Marguerite Doyle is a Best of the Net Nominated Poet and holds an M.A. in Creative Writing from Dublin City University. Her poems have been published in Skylight 47, The High Window, The Waxed Lemon, Dreich, The Seventh Quarry and previously in The Galway Review.  Marguerite’s poetry also appears in the Dedalus Anthology, Local Wonders and The Ireland Chair of Poetry Commemorative Anthology, Hold Open the Door. She has been Winner in Category for the Trócaire / Poetry Ireland Competition and was both shortlisted and highly commended for the Anthology Poetry Award. In 2024 she was Winner of the Poets Meet Painters International Poetry Competition, as part of Kenmare Arts Festival, Co.
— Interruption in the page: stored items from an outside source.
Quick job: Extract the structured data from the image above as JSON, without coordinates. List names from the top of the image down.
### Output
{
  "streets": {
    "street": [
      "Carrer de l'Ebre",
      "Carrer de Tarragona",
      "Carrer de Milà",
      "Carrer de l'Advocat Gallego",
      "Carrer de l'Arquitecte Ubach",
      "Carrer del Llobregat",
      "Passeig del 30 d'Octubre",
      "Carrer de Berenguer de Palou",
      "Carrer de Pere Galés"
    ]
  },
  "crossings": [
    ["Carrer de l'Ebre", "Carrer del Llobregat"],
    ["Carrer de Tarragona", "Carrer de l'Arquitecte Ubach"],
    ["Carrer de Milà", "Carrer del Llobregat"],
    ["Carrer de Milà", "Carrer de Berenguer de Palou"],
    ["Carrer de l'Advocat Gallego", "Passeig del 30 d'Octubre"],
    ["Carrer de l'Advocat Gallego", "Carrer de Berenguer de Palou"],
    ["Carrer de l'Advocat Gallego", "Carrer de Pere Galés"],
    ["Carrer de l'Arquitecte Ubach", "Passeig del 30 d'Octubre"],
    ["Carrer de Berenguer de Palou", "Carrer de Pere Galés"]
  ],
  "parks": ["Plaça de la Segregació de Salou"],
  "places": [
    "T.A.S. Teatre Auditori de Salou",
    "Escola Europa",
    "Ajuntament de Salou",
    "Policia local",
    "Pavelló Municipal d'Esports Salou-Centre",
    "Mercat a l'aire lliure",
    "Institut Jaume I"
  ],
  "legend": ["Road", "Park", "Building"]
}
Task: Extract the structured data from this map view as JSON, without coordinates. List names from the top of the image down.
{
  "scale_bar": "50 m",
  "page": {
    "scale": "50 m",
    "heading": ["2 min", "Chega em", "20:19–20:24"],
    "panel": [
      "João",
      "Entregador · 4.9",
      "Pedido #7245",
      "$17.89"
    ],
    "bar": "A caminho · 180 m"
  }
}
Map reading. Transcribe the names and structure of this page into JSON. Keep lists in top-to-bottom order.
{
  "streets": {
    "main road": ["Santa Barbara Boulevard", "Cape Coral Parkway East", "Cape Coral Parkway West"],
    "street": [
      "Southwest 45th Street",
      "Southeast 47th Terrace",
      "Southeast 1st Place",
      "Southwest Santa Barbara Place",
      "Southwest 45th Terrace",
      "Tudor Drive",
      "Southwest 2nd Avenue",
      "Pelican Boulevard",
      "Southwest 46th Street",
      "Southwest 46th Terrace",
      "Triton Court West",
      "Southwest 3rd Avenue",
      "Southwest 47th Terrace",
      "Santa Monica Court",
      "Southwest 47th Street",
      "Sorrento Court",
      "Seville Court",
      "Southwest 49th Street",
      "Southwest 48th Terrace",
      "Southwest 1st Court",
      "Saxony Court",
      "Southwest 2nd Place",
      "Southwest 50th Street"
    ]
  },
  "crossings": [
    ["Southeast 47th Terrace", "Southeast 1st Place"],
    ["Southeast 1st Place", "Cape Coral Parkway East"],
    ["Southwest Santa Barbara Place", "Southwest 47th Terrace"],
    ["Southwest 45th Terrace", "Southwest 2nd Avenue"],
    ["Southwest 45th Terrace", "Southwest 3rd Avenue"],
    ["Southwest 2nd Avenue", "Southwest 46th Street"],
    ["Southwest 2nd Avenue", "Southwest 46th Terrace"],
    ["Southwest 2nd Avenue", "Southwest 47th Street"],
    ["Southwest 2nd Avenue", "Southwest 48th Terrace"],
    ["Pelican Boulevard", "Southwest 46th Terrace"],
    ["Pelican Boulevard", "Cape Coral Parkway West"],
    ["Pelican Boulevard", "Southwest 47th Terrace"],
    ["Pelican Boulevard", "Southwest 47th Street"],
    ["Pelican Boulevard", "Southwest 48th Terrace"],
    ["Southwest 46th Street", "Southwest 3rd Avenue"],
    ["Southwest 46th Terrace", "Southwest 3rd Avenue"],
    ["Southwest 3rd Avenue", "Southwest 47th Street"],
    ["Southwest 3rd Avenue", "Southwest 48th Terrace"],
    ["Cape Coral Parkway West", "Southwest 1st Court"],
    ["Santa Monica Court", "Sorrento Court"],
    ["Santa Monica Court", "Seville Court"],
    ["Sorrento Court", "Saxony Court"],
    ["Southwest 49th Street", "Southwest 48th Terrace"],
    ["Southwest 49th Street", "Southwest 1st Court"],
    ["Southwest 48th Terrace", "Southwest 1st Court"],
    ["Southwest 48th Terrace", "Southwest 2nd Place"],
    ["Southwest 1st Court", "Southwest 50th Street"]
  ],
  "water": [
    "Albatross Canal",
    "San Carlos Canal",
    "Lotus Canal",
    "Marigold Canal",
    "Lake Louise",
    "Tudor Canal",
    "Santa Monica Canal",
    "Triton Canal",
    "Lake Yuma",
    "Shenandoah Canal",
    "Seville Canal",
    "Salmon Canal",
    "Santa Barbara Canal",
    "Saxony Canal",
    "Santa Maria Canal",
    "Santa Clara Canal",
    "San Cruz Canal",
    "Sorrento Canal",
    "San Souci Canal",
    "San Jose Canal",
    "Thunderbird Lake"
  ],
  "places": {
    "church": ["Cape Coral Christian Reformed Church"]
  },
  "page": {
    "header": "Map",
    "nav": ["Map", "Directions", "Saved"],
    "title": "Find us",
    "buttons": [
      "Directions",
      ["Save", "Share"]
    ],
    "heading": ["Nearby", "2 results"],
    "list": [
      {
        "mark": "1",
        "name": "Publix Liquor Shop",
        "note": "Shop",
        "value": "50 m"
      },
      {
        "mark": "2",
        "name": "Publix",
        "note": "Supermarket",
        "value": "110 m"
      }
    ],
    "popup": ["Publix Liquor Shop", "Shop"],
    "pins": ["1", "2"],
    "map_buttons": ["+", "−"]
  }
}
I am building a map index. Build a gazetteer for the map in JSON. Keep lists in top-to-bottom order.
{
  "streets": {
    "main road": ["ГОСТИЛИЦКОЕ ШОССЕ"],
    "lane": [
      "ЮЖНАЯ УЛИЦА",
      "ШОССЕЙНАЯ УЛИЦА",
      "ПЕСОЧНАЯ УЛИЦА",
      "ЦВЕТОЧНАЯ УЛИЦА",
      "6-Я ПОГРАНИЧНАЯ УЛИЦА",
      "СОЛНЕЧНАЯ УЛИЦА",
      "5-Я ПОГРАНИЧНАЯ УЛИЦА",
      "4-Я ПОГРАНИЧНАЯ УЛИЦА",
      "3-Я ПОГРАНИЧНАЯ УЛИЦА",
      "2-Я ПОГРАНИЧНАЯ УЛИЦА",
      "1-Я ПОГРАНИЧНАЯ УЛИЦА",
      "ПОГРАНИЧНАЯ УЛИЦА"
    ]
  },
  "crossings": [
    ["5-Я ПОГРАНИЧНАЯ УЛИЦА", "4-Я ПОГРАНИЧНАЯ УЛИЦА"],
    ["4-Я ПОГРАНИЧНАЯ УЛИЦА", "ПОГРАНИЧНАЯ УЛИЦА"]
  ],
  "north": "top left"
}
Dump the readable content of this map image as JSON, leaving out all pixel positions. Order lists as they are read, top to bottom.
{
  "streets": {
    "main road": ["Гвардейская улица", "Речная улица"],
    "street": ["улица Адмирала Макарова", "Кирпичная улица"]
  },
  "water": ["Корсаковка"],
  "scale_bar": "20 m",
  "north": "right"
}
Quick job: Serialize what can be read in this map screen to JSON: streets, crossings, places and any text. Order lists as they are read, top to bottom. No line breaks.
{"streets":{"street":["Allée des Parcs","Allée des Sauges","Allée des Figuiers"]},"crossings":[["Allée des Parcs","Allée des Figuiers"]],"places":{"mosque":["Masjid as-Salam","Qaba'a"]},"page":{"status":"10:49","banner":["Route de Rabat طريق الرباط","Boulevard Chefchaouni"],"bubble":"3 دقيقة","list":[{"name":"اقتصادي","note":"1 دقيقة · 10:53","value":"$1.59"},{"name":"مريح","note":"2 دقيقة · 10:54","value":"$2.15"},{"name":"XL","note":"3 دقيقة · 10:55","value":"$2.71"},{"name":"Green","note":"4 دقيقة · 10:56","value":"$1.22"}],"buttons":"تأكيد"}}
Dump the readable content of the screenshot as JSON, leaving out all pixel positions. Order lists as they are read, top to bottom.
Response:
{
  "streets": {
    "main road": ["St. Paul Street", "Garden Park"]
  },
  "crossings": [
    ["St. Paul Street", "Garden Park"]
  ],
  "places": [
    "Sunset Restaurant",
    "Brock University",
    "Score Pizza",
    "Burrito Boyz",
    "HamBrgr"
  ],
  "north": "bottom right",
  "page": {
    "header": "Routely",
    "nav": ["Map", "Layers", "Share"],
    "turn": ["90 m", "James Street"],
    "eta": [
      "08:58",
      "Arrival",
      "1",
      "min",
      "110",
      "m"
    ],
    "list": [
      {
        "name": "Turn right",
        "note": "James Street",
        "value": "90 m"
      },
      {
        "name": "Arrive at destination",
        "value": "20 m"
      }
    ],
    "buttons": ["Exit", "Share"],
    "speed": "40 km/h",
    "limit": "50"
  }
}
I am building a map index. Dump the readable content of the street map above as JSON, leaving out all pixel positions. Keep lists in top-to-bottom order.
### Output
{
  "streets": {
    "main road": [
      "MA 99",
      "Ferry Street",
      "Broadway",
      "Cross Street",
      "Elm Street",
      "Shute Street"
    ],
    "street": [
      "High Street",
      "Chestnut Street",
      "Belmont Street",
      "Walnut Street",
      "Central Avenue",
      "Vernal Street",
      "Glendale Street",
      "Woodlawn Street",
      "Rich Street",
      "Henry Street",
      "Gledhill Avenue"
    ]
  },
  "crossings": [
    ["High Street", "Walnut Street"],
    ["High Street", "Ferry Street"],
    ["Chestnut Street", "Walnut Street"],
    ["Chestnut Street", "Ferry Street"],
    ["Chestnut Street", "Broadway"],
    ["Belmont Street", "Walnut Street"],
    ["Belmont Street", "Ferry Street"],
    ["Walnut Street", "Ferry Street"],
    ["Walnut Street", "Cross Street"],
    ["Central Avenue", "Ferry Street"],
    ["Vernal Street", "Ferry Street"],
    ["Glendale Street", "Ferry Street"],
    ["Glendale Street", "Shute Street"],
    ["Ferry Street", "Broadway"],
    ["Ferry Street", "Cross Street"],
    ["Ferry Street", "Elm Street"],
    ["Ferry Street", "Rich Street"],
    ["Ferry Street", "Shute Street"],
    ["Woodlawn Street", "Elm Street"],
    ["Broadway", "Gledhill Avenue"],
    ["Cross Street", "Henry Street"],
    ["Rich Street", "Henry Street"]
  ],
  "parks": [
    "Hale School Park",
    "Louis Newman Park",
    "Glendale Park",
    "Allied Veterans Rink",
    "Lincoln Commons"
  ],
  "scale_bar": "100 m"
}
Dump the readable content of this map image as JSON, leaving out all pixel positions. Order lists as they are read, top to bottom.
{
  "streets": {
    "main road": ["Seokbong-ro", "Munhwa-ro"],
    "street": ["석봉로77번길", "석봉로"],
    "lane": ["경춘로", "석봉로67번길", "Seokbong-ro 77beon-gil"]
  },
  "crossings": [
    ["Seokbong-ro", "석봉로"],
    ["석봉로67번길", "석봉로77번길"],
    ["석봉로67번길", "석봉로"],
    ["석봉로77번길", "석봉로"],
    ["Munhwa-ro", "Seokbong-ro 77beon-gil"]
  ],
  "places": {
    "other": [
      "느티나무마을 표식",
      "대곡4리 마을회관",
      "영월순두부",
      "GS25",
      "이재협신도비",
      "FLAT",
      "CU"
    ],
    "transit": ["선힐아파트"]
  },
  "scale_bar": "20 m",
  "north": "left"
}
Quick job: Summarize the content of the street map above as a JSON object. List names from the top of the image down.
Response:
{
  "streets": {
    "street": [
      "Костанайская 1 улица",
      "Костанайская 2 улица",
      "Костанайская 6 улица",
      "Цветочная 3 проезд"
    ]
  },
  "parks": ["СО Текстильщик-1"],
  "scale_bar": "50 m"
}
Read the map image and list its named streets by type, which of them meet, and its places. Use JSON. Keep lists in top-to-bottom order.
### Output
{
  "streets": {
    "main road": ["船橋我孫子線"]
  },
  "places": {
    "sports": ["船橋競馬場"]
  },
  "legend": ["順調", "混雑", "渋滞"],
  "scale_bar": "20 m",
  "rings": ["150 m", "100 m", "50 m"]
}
Kerry, Ireland.


Ghazal after Drinking Tea with Sylvia Plath

Butterflies in my pocket, scraps of ink-stained
paper, always poems leaking out of my hand.

Scent of jam for baked scones from the oven,
our ghost children laugh and play hand in hand.

Sweetening black tea with sugar, smoking,
she gestures with her sun-freckled hand.

Light fades in the room, she turns at the door
and puts a finger to her lips with her hand.

Notes of scorn in his voice, crumpled poems
tossed carelessly in the trash with his hand.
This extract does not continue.